I have a unique perspective about social media for many reasons. Mostly because of the different value I have placed on it over the course of the last 13 years. I used it to connect with friends and family as a new mother in 2008. That's when I would answer Facebook's "prompt" that read, "What are you up to?" as my post. [Thank you, Facebook Memories, for the gems I often get to read.] Then, I started to use social media to connect with other like-minded people. For example, when I began training for a half-marathon and lose weight, I joined many running groups to read advice, training schedules, and favorite gear options. That's when I became a fitness coach and started connecting with all sorts of people - old friends, friends of friends, parents, runners, cat ladies, CrossFitters, sports coaches, etc. Connection was my livelihood. At this point in my life, Facebook practically became an extension of my arm. I was hooked.
Years later, I was unable to run and workout like I used to due to injury, and I fell hard into the comparison game that Facebook plays. Every time I would scroll, I would feel depressed looking at what other people were competing in, accomplishing, and crushing. Instead of being happy for my friends, I felt contempt. I felt left out. I felt like a loser. A has-been. As if I didn't need more reminders of what my body used to be able to do and what it couldn't do now. But I never once thought to myself to leave Facebook. Gosh, no. And miss everything?
Little did I realize that what I thought was keeping me connected (even in the midst of my turmoil with injury), was actually making me feel more alone. As a person who suffers from anxiety, the basis of almost every thought derives from fear. Part of me had a major case of FOMO when it came to social media. Because what if my friends didn't text me or email me or call me if I "got off" social media? If I didn't communicate over Facebook, how would I ever thrive on connection? What would people think of me if I just "left them" in groups and not participate for weeks? Those "what ifs" stopped me from pulling the plug. So I remained "connected," while still remaining largely unhappy every time I scrolled.
It felt like the right time to disconnect. 2020 was the year we all wanted to forget in so many ways. I chose FORWARD for my word in 2021. What better way to move forward than to leave my proverbial baggage behind? I am still working on me. But January allowed me to reset. To recharge. To create new habits.

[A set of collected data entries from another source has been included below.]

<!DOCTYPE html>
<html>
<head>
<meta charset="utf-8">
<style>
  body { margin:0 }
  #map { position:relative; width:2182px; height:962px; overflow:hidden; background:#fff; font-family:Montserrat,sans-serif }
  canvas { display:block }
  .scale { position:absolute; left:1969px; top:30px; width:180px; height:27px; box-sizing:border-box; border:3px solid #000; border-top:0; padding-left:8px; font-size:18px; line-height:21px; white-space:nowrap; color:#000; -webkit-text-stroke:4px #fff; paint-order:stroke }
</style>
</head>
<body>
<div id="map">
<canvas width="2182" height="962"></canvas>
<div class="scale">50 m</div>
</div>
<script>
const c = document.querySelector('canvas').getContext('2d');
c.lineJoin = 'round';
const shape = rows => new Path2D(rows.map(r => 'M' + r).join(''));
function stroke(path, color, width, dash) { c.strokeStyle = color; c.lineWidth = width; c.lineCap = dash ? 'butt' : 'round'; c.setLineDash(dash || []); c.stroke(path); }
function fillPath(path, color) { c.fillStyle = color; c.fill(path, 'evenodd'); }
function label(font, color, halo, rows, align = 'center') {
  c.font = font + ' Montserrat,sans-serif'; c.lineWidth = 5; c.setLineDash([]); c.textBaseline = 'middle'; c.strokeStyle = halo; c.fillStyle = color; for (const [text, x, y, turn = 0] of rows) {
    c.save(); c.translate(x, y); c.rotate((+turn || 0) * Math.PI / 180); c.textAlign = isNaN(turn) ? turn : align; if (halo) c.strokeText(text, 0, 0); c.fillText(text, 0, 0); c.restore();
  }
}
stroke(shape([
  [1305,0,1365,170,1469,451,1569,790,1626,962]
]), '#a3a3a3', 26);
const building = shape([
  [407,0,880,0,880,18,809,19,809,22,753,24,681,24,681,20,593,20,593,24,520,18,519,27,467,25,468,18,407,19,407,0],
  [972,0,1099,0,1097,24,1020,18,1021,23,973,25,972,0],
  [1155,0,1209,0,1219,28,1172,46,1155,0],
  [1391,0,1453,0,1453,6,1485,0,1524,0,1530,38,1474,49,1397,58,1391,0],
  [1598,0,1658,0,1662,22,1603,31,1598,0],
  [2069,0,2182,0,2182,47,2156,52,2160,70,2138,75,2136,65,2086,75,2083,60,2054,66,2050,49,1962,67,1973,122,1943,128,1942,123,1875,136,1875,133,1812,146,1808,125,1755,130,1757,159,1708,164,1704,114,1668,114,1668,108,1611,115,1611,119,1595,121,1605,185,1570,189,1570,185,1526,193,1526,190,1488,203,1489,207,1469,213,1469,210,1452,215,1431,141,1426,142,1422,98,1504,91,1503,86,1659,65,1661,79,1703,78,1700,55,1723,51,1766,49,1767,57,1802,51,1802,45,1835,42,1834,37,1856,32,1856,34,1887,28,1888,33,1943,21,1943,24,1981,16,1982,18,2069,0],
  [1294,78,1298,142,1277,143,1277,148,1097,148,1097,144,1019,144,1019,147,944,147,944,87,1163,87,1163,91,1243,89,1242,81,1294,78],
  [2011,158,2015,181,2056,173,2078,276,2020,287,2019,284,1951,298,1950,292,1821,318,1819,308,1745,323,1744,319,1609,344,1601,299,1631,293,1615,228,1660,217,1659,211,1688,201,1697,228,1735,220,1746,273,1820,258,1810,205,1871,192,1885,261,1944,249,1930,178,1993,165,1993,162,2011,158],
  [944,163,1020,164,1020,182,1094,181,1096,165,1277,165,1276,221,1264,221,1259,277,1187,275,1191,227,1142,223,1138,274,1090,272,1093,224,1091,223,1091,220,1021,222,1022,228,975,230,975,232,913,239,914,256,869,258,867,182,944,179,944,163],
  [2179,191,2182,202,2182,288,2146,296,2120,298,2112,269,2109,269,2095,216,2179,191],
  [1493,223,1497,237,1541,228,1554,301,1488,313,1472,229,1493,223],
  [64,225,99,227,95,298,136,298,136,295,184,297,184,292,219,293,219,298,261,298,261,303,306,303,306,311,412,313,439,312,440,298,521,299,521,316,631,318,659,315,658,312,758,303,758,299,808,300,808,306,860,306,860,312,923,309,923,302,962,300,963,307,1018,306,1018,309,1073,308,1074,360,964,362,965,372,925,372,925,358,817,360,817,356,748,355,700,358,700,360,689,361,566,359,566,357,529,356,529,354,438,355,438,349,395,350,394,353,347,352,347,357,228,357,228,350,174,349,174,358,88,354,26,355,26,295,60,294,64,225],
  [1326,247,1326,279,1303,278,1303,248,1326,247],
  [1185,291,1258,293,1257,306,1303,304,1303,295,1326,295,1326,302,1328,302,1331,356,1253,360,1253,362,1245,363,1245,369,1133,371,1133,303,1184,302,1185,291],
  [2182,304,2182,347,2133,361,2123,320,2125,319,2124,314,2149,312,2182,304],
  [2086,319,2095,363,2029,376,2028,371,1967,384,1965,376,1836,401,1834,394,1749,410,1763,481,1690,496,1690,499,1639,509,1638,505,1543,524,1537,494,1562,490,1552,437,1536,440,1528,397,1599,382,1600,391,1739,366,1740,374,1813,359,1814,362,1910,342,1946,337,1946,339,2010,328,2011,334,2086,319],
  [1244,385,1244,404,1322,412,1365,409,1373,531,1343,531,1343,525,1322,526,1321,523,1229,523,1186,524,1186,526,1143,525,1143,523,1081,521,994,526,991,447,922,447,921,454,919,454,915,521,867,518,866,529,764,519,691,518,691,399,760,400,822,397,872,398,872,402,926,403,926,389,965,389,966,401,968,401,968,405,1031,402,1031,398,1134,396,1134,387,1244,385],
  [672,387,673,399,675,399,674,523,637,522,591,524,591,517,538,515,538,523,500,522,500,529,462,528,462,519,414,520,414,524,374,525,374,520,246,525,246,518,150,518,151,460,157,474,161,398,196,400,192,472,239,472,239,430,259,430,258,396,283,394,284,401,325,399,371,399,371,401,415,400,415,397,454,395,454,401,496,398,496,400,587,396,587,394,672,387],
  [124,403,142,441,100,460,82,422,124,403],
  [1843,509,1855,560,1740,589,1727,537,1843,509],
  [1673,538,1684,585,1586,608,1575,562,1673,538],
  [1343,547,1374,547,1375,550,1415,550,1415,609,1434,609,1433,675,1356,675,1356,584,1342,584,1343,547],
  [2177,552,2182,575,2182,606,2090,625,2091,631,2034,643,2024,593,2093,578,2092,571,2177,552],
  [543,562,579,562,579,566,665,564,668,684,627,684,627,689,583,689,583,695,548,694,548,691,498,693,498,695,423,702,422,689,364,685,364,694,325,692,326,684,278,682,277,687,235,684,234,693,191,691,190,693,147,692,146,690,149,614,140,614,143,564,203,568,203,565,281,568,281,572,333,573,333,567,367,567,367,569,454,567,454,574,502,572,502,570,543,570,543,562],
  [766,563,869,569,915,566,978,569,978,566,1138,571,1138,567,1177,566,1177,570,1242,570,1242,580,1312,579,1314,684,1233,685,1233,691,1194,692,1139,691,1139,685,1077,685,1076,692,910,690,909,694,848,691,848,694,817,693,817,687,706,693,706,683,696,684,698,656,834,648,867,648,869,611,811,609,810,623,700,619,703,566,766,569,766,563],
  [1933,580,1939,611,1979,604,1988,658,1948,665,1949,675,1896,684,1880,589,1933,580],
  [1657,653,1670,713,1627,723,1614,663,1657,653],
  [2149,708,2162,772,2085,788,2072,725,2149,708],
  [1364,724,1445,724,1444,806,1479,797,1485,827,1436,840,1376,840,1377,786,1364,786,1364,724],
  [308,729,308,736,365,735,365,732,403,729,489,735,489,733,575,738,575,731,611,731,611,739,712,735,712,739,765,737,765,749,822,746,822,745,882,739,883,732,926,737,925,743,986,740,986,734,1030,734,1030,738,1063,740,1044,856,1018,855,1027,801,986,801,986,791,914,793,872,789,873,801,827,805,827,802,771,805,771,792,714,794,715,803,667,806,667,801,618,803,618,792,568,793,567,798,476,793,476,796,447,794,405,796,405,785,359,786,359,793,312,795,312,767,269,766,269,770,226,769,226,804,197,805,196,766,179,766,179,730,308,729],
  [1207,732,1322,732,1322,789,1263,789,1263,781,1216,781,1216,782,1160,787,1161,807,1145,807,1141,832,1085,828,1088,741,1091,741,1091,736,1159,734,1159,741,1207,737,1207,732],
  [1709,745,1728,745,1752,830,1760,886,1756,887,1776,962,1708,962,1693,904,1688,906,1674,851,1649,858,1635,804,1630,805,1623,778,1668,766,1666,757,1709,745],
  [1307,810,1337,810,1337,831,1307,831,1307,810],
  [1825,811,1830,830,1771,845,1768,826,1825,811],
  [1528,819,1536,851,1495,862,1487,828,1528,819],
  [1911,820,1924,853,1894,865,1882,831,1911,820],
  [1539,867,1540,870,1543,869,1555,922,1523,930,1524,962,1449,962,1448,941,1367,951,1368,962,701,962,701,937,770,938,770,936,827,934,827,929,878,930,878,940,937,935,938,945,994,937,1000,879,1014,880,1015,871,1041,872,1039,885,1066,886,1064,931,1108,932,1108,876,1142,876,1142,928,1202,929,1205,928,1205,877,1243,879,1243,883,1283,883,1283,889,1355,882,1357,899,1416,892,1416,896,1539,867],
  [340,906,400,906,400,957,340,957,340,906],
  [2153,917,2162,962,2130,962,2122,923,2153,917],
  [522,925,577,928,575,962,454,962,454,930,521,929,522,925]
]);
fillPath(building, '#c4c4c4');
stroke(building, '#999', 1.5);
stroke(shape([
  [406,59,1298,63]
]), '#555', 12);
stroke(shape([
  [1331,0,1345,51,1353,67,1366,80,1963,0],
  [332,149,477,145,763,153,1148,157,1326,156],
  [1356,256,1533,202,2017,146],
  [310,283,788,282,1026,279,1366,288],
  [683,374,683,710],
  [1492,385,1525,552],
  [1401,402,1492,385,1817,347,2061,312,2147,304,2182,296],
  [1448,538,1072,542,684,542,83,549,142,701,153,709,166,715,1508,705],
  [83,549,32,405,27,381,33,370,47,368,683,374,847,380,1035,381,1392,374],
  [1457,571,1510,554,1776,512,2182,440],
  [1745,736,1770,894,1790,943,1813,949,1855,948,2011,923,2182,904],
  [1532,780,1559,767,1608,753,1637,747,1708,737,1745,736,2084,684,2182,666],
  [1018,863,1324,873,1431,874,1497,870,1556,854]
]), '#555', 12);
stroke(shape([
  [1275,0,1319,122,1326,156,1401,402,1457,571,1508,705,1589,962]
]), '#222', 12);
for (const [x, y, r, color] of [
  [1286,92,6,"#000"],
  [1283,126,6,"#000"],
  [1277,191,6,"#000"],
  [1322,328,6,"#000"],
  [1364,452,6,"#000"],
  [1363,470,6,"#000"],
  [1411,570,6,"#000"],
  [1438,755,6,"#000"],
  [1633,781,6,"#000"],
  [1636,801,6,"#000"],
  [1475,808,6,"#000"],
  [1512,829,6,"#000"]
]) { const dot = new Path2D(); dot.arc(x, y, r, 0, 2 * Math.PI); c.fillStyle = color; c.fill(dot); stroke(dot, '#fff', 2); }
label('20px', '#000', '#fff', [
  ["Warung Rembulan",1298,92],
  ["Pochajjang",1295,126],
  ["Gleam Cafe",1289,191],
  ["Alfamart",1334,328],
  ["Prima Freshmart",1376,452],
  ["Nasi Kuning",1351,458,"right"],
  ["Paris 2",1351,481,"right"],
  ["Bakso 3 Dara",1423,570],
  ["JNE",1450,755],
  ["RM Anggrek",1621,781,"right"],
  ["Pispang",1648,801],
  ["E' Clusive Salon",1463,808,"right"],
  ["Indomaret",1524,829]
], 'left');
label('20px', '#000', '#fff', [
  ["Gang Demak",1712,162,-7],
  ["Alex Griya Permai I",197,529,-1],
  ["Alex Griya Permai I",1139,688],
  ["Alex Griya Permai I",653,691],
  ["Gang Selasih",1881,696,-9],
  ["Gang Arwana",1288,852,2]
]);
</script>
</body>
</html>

I am trying meditation some mornings. I'm writing more. I'm walking. Listening to podcasts - which gets me thinking or buying books. So then I write again. I have gotten my best month of sleep ever (NodPods, don't fail me now). I'm more intentional with my time. I am a better listener. I am more reflective. I hope I've been a better mother, wife, daughter, teammate, and friend.
I feel good. I feel good about myself and my decision. I feel empowered to continue to make choices that make sense for me. I don't feel the pressure anymore. Pressure that I now realize came from within.